D_fmt is a form to specify how a character string is converted to/from D-fields. It is written as an additional information of a field-list (see the manual of Dintro). A character string to D-fields conversion specification is called "input" format, which is typically used in DfromLine, and also used in Duntie and Dunpack. Conversion specification from D-fields to a character string is called "output" format, typically used in DtoLine and in Dtie, Dpack as well. Output format is partially used in Dpr, too. Both input and output formats have same syntax with semantic diversity.
Input or output format action maintains "current position" on the character string, during its conversion process. This is indicated by the number of characters before the position, or, simply, the character position beginning with 0. D_fmt doesn't know about the encoding and doesn't have concept of the byte or octet.
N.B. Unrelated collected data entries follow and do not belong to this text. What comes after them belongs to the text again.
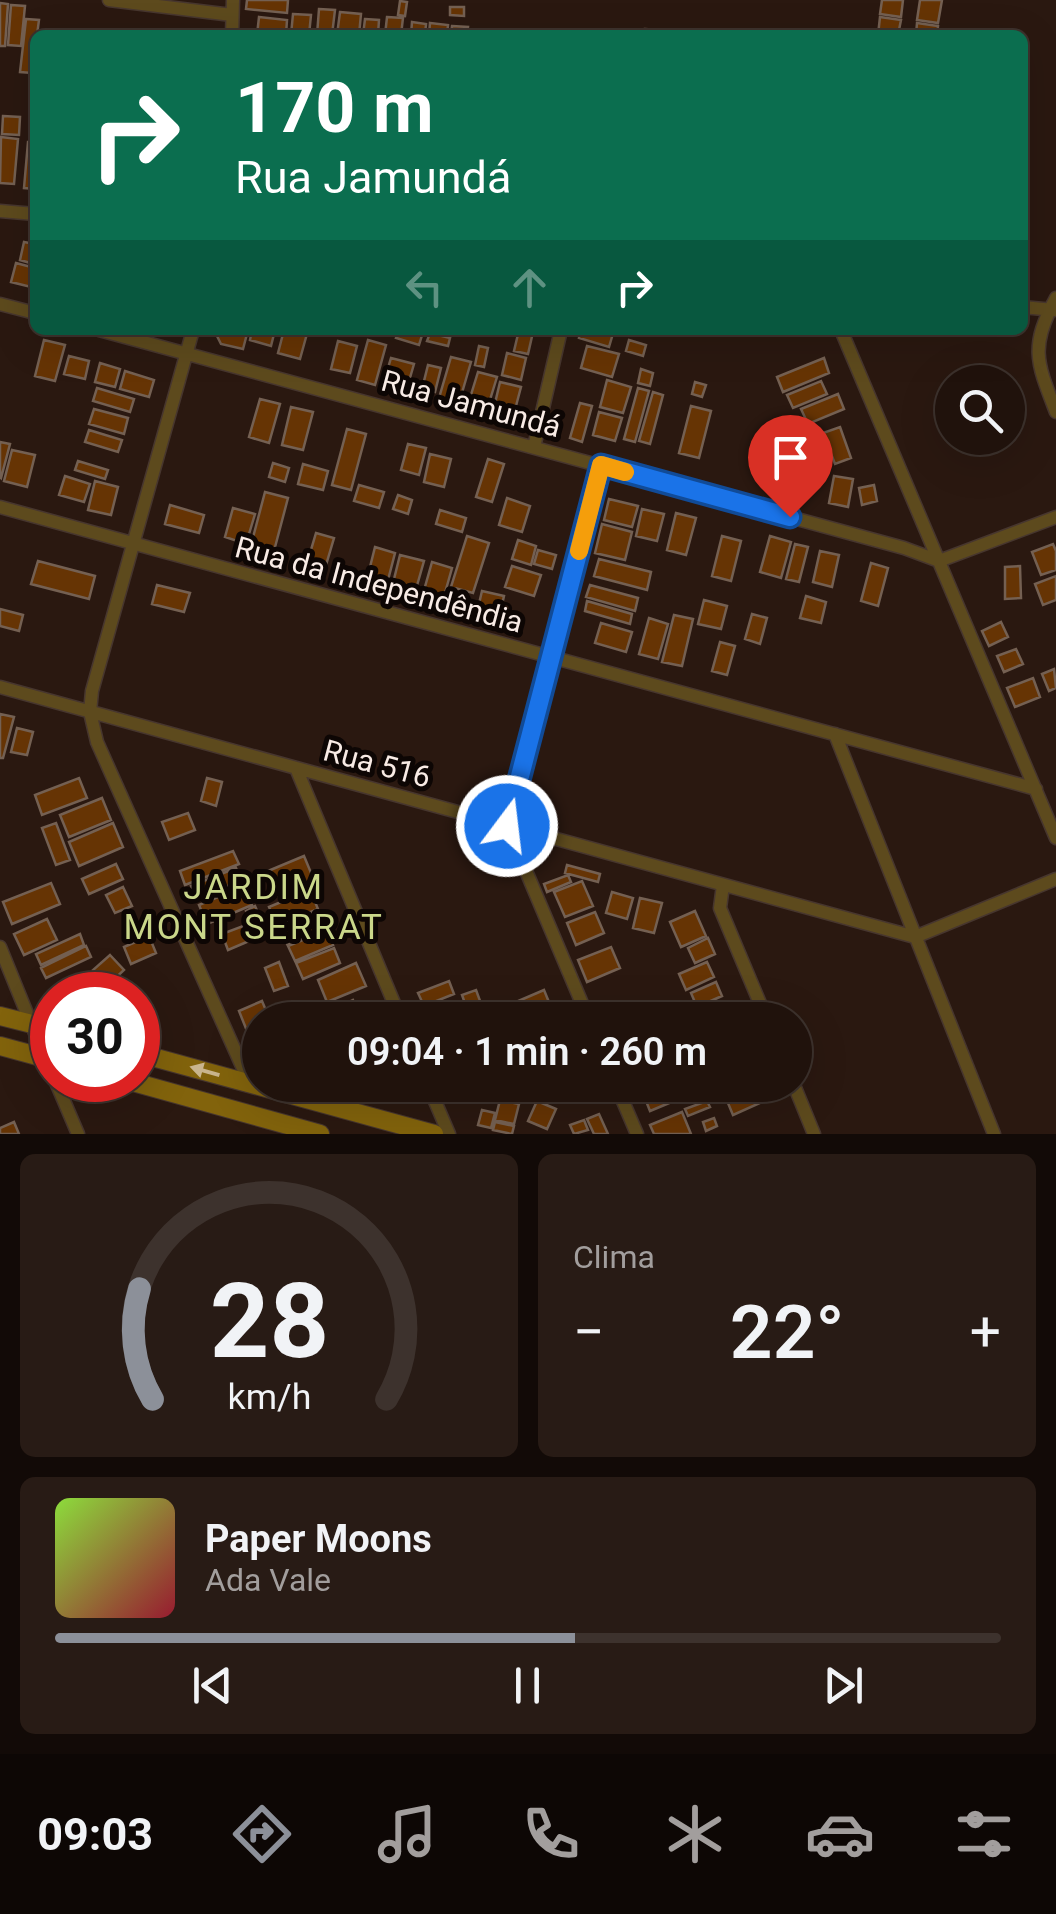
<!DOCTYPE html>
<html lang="pt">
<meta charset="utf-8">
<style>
body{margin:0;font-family:Roboto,sans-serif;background:#281b15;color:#f1f3f6;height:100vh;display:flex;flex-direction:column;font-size:38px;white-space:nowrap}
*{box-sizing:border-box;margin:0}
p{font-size:32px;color:#a29e9d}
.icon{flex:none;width:55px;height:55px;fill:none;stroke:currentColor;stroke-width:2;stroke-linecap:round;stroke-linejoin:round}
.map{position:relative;height:1134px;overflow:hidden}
.details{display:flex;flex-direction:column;gap:20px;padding:20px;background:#120a07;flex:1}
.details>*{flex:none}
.top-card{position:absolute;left:30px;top:30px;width:998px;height:305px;border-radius:15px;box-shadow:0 10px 40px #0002,0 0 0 2px #3d322d;background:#0b6e4f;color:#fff;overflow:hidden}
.buttons{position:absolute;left:935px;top:365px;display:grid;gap:20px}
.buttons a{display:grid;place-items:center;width:90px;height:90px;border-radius:50%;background:#20120c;box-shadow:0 10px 40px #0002,0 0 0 2px #3d322d;font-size:50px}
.speed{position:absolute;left:30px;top:972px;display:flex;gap:20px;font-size:50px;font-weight:700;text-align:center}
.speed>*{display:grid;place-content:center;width:130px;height:130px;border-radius:50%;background:#20120c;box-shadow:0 10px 40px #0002,0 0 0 2px #3d322d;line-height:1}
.speed .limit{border:15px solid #d22;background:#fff;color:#111}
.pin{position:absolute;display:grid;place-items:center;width:85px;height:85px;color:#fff;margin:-102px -42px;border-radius:50% 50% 50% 0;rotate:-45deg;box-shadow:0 0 10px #0007}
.pin .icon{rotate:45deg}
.me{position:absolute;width:110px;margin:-55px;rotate:15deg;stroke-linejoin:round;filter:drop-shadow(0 0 8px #0008)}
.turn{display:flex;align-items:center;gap:35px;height:210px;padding:0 40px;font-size:45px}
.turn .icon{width:130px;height:130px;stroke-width:2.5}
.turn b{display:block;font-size:70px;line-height:85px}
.lanes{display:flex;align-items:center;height:95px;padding:0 40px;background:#0003;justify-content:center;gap:50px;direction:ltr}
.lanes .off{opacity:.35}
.big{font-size:75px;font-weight:600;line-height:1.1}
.details .card{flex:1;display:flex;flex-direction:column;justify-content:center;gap:15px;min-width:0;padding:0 35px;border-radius:15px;background:#281b15}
.details .dial{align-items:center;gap:0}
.dial svg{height:260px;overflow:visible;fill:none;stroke:#3d322d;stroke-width:7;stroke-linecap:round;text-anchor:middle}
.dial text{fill:#f1f3f6;stroke:none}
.song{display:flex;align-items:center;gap:30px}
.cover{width:120px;height:120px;border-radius:15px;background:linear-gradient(135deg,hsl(90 70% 55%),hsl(350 70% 35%))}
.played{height:10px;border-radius:5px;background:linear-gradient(90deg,#8c9099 55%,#3d322d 55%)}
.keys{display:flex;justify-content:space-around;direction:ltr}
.heat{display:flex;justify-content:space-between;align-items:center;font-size:55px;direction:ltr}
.details .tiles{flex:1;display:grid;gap:20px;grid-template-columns:1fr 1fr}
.card:last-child{grid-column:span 2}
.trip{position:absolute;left:242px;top:1002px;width:570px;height:100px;border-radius:50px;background:#20120c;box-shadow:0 10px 40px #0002,0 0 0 2px #3d322d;font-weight:600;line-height:100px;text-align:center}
.dock{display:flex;height:160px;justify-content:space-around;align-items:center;background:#0d0705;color:#a29e9d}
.dock .icon{width:70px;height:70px}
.dock .selected{color:#8c9099}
.dock b{font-size:45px;color:#f1f3f6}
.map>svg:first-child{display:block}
</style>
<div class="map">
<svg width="1056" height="1134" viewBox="0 0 1056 1134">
<rect width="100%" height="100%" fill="#2a1810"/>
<!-- building -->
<path fill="#663404" stroke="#746052" stroke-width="2.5" d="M247 0H288L287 13 246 9Z
M882 0H903L901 17 880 14Z
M920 0H942L938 23 917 20Z
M400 1 407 2 405 16 398 15Z
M0 3 8 4 5 46H0Z
M11 5 25 6 21 46 8 45Z
M450 7H464V16L450 15Z
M319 9 335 10 332 35H317Z
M340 12 361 14 359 35H337Z
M293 14 311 15 309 35H291Z
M259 17 287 20 286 35H257Z
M387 17 403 18 401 35H385Z
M880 17 901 20 898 35H878Z
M26 19 39 20 37 35H35L32 73 20 72Z
M365 19 379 20 378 35H363Z
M412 22 426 24 425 35H411Z
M430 23 448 25 447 35H429Z
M917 23 938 26 937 35H916Z
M452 26 468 27 467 35H451Z
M645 29 671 31V35H645Z
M3 116 20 117 19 135 2 134Z
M1 137 18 139 14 184 0 183Z
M28 142H35V189L24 188Z
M24 242 35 244 34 264 20 260Z
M16 263 35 268V288L11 282Z
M214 330H248L243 349 221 344Z
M252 330H275L271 346 250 340Z
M284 330H308L300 359 278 353Z
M399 330 423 332 419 345 396 338Z
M519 330 533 332 528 354 514 351Z
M581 330H614L609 347 579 338Z
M430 333 450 338 448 346 427 341Z
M44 340 65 345 55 381 35 376Z
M368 340 386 345 375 385 357 380Z
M629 340 646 345 643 356 626 351Z
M338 341 357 346 350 373 331 369Z
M479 346 488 348 484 367 475 365Z
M587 346 619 354 612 377 581 368Z
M507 353 526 358 521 380 502 375Z
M69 356 89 361 85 379 64 374Z
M451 357 471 362 459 403 439 398Z
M391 358 414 364 405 395 382 388Z
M824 358 829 373 783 392 777 377Z
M100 363 120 369 115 387 95 382Z
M428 365 441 368 435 392 422 389Z
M641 369 653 373 650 386 638 383Z
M125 371 154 380 149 397 120 389Z
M478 372 497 377 489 403 470 398Z
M607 380 631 387 623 413 600 407Z
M821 381 827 394 793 408 787 395Z
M500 382 521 387 512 421 492 416Z
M695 382 706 385 702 397 692 394Z
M97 388 134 399 130 412 93 401Z
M638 388 649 391 635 442 624 439Z
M653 392 663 395 650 444 639 441Z
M838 394 844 409 808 424 801 409Z
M260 399 280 404 269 443 249 437Z
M580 403 592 406 582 442 570 438Z
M691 406 711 411 699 458 679 453Z
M291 407 313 412 303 450 282 445Z
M94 409 128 418 124 434 89 424Z
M599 412 622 418 615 441 593 435Z
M840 427 851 458 835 464 823 433Z
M347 429 366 434 351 490 332 485Z
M89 430 122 440 118 452 85 442Z
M0 442 10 444 1 478 0 477Z
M782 442 797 445 787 488 773 485Z
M408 444 426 448 419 475 401 470Z
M12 450 35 455 27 487 4 481Z
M430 454 451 459 444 487 424 482Z
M488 459 504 464 492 502 476 497Z
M78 461 108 470 105 479 75 470Z
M273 463 289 468 285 482 269 477Z
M303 464 328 471 323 490 298 484Z
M65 476 90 484 84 502 59 495Z
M834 476 853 479 848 507 829 503Z
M95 481 118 487 111 515 88 510Z
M359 485 384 492 379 508 354 501Z
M874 485 877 501 862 505 859 488Z
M265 492 288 498 274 551 251 545Z
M398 495 412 500 408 514 393 509Z
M507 498 530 506 522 532 499 525Z
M609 499 638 506 632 527 604 520Z
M170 505 204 515 199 533 165 524Z
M233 508 255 514 246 544 225 537Z
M642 509 664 514 657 541 636 536Z
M440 510 466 518 462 532 436 524Z
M676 513 696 518 686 555 667 550Z
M602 524 632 532 625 560 595 553Z
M316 533 334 538 326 565 308 560Z
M467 536 489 543 473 593 451 587Z
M722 536 741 541 731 581 712 576Z
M770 536 791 542 781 578 760 572Z
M518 540 536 546 531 565 512 559Z
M795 544 808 547 799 582 786 579Z
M1053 544 1056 551V570L1041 575 1032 552Z
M375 547 395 553 388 580 368 575Z
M538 550 556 555 552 569 534 564Z
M820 551 839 555 832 587 813 582Z
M400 555 424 561 416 589 393 583Z
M599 559 651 572 647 590 594 576Z
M38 561 95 576 89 599 31 584Z
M432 562 452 568 441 607 421 601Z
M871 563 888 568 878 606 861 601Z
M512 566 541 575 534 596 505 587Z
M1020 566 1021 598 1005 599V567Z
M1056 576V600L1043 605 1035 584Z
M157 585 190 593 184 612 152 604Z
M590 585 638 598 635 611 586 597Z
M482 591 504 596 499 618 477 612Z
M806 596 826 602 821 623 800 618Z
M704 600 727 606 721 629 698 624Z
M587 601 632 614 630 624 585 611Z
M0 609 23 615 19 631 0 626Z
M752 614 767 618 760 644 745 639Z
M674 615 693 619 682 666 662 662Z
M649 618 668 624 658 659 639 654Z
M1001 622 1008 637 989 646 982 631Z
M601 623 632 632 626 652 595 643Z
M720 642 735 646 727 675 712 671Z
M1016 649 1023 664 1004 672 997 656Z
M1054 669 1056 688 1049 691 1042 674Z
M1033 678 1040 697 1015 707 1007 688Z
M0 714 14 717 3 758H0Z
M17 728 33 732 27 755 11 752Z
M79 778 87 798 42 815 35 795Z
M207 778 222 782 216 806 201 801Z
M102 798 111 820 69 837 60 815Z
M188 813 195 830 169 840 162 822Z
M56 823 70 860 56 865 42 828Z
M113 823 123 847 79 866 69 842Z
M233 851 239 864 185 885 180 871Z
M304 856 314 880 278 895 268 871Z
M116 864 123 879 89 894 82 879Z
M567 865 600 874 598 882 565 873Z
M236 868 241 881 196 898 191 886Z
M568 875 571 882 547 892 544 884Z
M582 881 593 906 565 917 554 892Z
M51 883 60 904 12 924 3 902Z
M244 886 252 905 207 924 199 905Z
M123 887 132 906 115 913 106 895Z
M310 890 318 909 277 926 269 907Z
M612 892 633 898 627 919 606 913Z
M640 898 662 903 654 933 633 928Z
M255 906 266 931 257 935 246 911Z
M319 911 326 928 287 944 279 928Z
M695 911 706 936 681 947 670 922Z
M595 912 604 933 576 945 567 923Z
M47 919 57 940 24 955 14 934Z
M243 926 249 941 228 950 222 934Z
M327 930 333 945 295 961 288 946Z
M80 934 84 945 41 965 36 954Z
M149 936 156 953 131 964 124 947Z
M708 938 715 954 695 963 688 948Z
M86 946 91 957 46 978 41 968Z
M611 947 620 968 587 982 578 960Z
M334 948 340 963 303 979 296 963Z
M110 955 124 970 107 986 93 970Z
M279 962 288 986 274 991 265 968Z
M707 962 714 977 686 990 679 974Z
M356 963 366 986 327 1002 318 980Z
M449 981 454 994 424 1006 418 993Z
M716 982 722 996 697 1007 691 993Z
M476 990 486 1017 471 1020 462 995Z
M544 990 555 1017 549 1020H524L516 1002Z
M353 1000 363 1019 335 1020 331 1011Z
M262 1001 270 1020H260V1025L247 1031 239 1011Z
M452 1006 458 1020H429L428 1016Z
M631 1007 637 1020H612L610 1015Z
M728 1007 733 1020H698Z
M341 1085H354L350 1100 338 1097Z
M446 1085H474L450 1095Z
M477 1085H502L503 1086 502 1090 473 1102 468 1089Z
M504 1085 517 1087 513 1101 501 1097Z
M703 1085H711L716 1095 709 1098Z
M750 1085H774L778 1095 733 1115 725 1096Z
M667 1086 674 1101 650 1111 644 1096Z
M701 1089 706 1098 697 1102 693 1092Z
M500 1100 519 1104 514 1124 495 1120Z
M537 1101 556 1109 547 1129 528 1121Z
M707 1101 710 1107 688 1116 685 1109Z
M482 1110 495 1113 491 1128 478 1125Z
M682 1112 691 1134H654L650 1125Z
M599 1114 608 1134H594L587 1119Z
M714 1118 717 1126 706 1131 703 1122Z
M584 1120 588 1130 574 1134 570 1125Z
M14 1122 19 1134H0V1128Z
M495 1122 514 1126 512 1134 493 1130Z"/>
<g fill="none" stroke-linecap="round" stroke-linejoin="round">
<defs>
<path id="street" d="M109 0 232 15
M232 35 233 0
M0 211 35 214
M1056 298C1029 347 1037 363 1056 412
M0 304 35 313
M1022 307 1054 310
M99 330 904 548 939 561 1056 517
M193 330 92 691 90 712 97 742 250 1084
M841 330 1056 838
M534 447 561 330
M0 507 1036 789
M0 687 915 937 1056 879
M835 734 994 1134
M296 768 401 1020
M723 885 720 908 767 1020
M0 947 52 1075
M589 1020 507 826 601 465
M55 1080 78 1134
M428 1085 449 1134
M616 1085 637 1134
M794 1085 814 1134"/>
<path id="secondary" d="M0 1016 52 1029
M0 1046 52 1060
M138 1053 434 1134
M126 1080 320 1134"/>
</defs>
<!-- street casing -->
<use href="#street" stroke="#47362e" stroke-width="15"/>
<!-- secondary casing -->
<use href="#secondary" stroke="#47362e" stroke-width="20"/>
<!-- street -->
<use href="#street" stroke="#5d4a1d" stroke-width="12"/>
<!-- secondary -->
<use href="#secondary" stroke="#82630c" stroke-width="18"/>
</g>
<!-- one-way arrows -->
<defs><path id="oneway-solid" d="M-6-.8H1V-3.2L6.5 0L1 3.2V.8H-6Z" transform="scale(2.5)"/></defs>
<use fill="#c9b58e" href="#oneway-solid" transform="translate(205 1071) rotate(-164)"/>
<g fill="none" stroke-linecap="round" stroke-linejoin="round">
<defs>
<path id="route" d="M507 826 601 465 790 517"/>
</defs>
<!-- route casing -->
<use href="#route" stroke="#114b97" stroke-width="25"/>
<!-- route -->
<use href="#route" stroke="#1a73e8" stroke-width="18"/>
<!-- slow -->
<path stroke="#f59e0b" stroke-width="18" d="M579 551 601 465 625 472"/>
</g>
<g text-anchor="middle" stroke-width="10" stroke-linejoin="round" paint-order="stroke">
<!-- street labels -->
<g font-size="30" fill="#f8ebe5" stroke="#0d0604">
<text transform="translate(471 404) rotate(15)" y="10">Rua Jamundá</text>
<text transform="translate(379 585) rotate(15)" y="10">Rua da Independêndia</text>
<text transform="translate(377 764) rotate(15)" y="10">Rua 516</text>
</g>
<!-- quarter labels -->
<g font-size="35" letter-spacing="2.5" fill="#cad78a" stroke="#0d0604">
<text x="254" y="899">JARDIM<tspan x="254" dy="40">MONT SERRAT</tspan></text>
</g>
</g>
</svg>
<div class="buttons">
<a><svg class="icon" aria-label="search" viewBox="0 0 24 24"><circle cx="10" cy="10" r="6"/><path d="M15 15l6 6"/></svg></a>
</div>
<div class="speed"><div class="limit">30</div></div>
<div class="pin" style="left:790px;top:517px;background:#d93025"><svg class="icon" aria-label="arrive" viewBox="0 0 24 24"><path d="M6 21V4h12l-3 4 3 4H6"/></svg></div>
<svg class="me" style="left:507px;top:826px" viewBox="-20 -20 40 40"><circle r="17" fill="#1a73e8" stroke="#fff" stroke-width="3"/><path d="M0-11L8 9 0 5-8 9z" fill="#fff"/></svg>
<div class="trip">09:04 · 1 min · 260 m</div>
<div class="top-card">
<div class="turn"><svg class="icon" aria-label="right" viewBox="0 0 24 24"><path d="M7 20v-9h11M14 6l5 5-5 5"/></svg><div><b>170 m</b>Rua Jamundá</div></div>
<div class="lanes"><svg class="icon off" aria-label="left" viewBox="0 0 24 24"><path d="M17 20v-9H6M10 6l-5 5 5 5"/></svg><svg class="icon off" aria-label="ahead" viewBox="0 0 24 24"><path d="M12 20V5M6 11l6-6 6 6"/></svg><svg class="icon" aria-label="right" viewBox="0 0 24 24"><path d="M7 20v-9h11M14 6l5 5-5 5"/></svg></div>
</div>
</div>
<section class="details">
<div class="tiles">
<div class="card dial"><svg viewBox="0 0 100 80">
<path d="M14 69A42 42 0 1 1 86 69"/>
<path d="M14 69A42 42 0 0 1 10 35" stroke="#8c9099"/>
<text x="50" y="56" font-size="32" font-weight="700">28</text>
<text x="50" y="72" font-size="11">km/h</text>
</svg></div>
<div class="card"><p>Clima</p>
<div class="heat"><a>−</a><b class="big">22°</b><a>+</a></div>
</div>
<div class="card">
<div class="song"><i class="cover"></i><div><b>Paper Moons</b><p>Ada Vale</p></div></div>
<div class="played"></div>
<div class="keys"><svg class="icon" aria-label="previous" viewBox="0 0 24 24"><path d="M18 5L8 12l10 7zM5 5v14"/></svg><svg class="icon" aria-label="pause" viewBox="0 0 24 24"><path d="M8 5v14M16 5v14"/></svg><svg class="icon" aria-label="next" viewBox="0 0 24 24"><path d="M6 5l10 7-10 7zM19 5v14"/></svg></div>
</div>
</div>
</section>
<nav class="dock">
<b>09:03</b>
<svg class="icon selected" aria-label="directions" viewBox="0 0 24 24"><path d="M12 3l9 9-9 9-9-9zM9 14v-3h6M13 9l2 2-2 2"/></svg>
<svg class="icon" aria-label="music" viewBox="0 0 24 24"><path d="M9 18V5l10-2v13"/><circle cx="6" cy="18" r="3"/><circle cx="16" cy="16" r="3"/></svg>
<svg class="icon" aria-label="phone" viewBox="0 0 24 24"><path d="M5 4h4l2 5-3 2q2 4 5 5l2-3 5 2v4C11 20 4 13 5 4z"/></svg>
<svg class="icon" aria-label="climate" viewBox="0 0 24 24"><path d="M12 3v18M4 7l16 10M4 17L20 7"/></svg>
<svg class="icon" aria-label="car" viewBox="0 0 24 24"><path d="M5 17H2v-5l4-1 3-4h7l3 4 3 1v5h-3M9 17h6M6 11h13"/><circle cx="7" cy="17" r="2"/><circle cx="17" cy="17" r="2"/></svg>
<svg class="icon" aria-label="filters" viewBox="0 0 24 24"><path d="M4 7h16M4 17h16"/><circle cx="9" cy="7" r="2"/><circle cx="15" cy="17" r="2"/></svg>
</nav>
field-format-list | ::= | field-list of field-name[:format]. | |
format | ::= | [start] [end] [options] [repeat] [:cfmt] | |
start | ::= | absolute | relative | |
absolute | ::= | DIGITS | |
relative | ::= | +DIGITS | |
end | ::= | end-position | length | delimiter | pattern | |
end-position | ::= | -DIGITS | |
length | ::= | (DIGITS) | |
delimiter | ::= | /STRING/ | |
pattern | ::= | @STRING@ | |
options | ::= | { alignment | quoting | with-field-name }.. | |
alignment | ::= | l | r | n | |
quoting | ::= | q | x | Q | b | n | |
with-field-name | ::= | f | n | |
repeat | ::= | * | |
cfmt | ::= | scanf(3) format with one % |
DIGITS here is a string of "0"-"9". STRING here is an arbitrary character string. (See the Special Characters section below).
Two command options -t and -z are valid wherever a D-command takes field-format-list arguments. They are used to give the default values of end and options.
A D-command may have two field-format-lists arguments. In this case, -t and -z command options give default values for both field-format-lists.
Input format action starts from the top field entry of the field-format-list, with the current position (cp) value zero.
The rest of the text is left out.